I have always liked Mrs. Sidley. Even if she does fix her hair like someone out of the fifties, I like the books we read in her class, and I got halfway decent grades from her. I opened my mouth to explain, but the words wouldn't rise up. Suddenly she was shaking her head, saying, “No, no, don't. I'm probably not supposed to ask.”
So I closed my mouth, and while Mrs. Sidley kept watch, I sat there on that chair, hugging my backpack, chewing on what was left of my poor, torn-up fingernail, and feeling myself break out into little beads of sweat.
Finally, Mrs. Fernandez came in. Mrs. Sidley gave me a “good luck” look with a lift of her eyebrows and left. The principal closed the door.
“All right,” she began, sighing and taking a hard look at me. “What's
your
name?” She sounded tired.
“Claire,” I told her. “Claire Montague.”
“Claire Montague,” she repeated. I guess because she didn't know me. “You're new this year, Claire? Seventh grade?”
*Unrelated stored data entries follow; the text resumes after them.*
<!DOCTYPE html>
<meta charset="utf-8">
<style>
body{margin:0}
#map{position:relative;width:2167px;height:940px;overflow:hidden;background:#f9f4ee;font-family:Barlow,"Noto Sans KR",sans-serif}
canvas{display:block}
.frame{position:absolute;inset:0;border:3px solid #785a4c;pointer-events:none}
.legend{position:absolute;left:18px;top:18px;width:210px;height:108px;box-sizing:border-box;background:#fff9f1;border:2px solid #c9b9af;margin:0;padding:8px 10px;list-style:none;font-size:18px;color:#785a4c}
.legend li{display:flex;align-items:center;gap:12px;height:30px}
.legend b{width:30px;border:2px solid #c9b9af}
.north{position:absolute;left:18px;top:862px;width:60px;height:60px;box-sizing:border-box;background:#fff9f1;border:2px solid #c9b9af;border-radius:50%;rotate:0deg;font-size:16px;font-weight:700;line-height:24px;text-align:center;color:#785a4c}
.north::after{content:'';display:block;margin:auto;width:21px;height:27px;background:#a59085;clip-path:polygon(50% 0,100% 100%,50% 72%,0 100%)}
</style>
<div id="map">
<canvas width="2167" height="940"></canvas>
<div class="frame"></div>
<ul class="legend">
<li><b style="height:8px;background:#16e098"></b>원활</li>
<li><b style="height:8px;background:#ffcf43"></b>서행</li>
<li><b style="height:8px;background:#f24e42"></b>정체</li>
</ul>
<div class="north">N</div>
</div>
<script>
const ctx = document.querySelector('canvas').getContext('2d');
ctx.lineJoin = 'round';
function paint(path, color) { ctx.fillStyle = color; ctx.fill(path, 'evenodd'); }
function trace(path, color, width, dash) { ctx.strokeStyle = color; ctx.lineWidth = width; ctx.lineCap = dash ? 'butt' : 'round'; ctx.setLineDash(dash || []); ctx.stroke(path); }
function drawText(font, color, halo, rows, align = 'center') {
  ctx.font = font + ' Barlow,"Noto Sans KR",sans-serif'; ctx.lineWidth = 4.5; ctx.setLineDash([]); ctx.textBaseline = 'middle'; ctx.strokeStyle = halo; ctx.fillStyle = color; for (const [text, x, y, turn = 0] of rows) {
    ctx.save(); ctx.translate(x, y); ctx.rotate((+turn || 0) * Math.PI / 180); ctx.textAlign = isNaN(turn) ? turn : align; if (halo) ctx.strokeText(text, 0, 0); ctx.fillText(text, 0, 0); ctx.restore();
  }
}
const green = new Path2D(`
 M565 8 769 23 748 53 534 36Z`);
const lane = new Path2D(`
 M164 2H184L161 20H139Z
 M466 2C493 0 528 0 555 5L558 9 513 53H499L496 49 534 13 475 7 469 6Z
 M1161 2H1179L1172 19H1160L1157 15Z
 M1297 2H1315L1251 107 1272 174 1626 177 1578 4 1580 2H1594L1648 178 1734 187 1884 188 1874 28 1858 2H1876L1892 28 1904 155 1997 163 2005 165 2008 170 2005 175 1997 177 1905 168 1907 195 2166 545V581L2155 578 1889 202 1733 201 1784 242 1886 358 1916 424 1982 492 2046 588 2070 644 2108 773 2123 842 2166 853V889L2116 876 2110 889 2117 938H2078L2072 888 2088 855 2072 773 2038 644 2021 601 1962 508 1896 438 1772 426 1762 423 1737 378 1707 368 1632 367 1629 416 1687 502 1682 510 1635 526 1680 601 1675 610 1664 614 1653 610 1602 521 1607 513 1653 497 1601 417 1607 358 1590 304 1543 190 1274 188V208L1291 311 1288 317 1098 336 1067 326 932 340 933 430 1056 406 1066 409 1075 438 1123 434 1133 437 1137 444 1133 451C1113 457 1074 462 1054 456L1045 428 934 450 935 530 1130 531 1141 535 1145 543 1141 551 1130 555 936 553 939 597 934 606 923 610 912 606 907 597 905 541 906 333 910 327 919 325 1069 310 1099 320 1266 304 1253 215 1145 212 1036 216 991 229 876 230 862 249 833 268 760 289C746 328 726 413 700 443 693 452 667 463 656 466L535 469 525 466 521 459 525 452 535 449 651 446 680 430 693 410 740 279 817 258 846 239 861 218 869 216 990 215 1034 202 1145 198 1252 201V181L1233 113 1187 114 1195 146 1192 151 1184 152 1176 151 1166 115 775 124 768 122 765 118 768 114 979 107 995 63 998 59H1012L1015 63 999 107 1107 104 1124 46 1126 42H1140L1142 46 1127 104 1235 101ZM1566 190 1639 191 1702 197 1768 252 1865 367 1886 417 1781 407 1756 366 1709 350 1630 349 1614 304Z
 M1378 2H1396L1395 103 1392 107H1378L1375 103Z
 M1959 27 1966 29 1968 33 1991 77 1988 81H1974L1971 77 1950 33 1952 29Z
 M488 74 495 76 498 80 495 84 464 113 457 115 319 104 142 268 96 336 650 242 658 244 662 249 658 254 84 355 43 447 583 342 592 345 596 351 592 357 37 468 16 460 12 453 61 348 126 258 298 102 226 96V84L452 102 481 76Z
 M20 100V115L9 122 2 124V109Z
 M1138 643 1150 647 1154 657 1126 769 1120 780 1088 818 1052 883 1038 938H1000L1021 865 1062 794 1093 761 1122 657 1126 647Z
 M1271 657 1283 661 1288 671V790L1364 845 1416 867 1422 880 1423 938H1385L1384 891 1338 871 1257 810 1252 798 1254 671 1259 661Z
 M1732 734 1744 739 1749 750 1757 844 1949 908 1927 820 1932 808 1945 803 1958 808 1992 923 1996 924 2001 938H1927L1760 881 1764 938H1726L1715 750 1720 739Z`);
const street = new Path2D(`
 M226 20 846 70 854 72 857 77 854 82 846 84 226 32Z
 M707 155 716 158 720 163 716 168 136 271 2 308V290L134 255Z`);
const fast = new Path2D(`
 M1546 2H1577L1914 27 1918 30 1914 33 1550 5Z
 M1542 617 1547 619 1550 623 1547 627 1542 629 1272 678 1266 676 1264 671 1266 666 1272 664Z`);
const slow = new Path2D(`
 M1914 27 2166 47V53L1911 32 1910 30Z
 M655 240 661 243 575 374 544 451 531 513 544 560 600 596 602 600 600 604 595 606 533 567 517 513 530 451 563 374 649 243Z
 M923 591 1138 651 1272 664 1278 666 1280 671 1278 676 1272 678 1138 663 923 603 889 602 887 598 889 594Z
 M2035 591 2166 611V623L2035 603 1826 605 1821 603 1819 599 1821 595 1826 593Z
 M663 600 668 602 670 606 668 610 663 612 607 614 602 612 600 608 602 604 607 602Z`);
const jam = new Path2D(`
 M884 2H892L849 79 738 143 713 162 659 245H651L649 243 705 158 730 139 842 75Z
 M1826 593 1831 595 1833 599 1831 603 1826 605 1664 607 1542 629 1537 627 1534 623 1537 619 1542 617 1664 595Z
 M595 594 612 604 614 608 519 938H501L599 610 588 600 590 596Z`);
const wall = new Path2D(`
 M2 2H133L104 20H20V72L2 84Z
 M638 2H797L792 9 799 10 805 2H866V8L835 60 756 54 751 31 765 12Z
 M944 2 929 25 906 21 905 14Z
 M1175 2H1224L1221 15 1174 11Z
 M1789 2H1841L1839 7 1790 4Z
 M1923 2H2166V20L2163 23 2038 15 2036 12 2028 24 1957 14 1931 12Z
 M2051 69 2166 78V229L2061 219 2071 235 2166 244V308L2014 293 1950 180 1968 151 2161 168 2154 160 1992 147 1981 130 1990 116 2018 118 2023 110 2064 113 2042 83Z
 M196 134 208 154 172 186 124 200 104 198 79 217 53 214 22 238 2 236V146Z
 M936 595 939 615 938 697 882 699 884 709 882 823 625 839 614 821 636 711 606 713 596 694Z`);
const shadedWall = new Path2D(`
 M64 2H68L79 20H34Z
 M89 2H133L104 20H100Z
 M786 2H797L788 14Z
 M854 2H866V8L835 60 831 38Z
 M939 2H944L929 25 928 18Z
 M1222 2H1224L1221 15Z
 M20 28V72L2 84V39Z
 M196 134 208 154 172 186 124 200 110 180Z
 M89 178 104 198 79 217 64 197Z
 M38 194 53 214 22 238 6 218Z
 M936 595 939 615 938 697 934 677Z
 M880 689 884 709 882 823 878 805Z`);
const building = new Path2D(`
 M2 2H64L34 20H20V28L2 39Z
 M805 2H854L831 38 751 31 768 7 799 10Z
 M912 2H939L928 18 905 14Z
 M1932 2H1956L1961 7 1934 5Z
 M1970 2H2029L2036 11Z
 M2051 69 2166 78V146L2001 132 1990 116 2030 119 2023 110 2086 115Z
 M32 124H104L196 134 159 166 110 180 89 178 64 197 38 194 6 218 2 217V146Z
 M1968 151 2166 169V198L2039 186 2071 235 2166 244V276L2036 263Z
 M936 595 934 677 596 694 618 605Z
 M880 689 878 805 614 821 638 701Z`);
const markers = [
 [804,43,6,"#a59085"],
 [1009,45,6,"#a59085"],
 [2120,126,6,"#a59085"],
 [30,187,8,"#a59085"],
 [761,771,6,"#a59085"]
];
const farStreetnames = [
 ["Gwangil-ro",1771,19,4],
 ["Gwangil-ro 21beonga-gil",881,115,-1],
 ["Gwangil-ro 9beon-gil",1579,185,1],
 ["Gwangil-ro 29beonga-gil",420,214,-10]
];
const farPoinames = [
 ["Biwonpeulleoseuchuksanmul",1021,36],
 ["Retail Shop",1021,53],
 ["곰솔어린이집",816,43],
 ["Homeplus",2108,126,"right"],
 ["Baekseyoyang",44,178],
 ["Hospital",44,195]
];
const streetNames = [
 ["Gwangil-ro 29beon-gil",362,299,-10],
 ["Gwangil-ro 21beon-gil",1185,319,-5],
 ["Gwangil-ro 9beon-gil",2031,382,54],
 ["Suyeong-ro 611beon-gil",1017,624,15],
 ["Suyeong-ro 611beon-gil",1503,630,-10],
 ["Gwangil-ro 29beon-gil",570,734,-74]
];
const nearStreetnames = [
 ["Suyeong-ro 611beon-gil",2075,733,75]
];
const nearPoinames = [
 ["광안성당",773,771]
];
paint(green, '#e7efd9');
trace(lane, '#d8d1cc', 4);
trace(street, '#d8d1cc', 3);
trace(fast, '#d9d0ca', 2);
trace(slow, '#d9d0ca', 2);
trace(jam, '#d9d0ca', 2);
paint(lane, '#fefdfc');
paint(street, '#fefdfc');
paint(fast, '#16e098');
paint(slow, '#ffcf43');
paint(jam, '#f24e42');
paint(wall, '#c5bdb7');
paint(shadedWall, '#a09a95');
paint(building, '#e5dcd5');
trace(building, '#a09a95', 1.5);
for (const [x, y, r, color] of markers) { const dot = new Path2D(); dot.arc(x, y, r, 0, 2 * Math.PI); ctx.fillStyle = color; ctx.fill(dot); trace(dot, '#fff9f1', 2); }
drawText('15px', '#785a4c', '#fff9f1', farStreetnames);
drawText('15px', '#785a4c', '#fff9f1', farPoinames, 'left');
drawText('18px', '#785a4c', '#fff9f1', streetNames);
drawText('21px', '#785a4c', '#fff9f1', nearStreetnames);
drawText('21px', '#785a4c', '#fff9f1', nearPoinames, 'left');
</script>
“Yes, ma'am. I'm new because of the districting.”
“You mean
re
districting,” she corrected me. “You got moved here from Herald Heights?”
I nodded.
Mrs. Fernandez started to shake her head, and I wondered if she thought that maybe we wanted to cause trouble because we were unhappy about the move.
“I like this school,” I quickly told her. “It's a whole lot better than my old one. At Herald Heights there is, like, a fight every day. You can't even take a regular backpack to that school—it has to be a clear one, you know? So they can see through to what you have in there, like a knife or something.”
Mrs. Fernandez did not react to that.
“Claire,” she continued, “often there are many sides to an incident.”
Why was she calling it an incident? Didn't she believe Jenna?
She handed me some lined notebook paper and said very slowly, “I want you to write me a letter. Take your time and tell me everything that happened, okay? What led up to it and all the details you can remember.”
I was surprised because I had thought we'd talk about it, that she would ask me some questions.
“Do you understand?” she asked.
I told her I did.
“All right then,” she said. “Go ahead. Take your time.” And she walked out. Just like that.
I was surprised, yes. But I was also relieved that I didn't have to talk to her about it. At that point, I just wanted to write it all down quickly and get out of there—maybe even fake a stomachache so I could go home.
After moving a couple books on the guidance counselor's desk so I had a flat space to write on, I smoothed out the paper.
Dear Mrs. Fernandez
, I wrote at the top in my neatest cursive.
We had notes—Jenna, Suzanne, and I—printed on pieces of bright pink Post-its that we'd stuffed into our jeans pockets. But I didn't need to look at those notes because I knew everything by heart.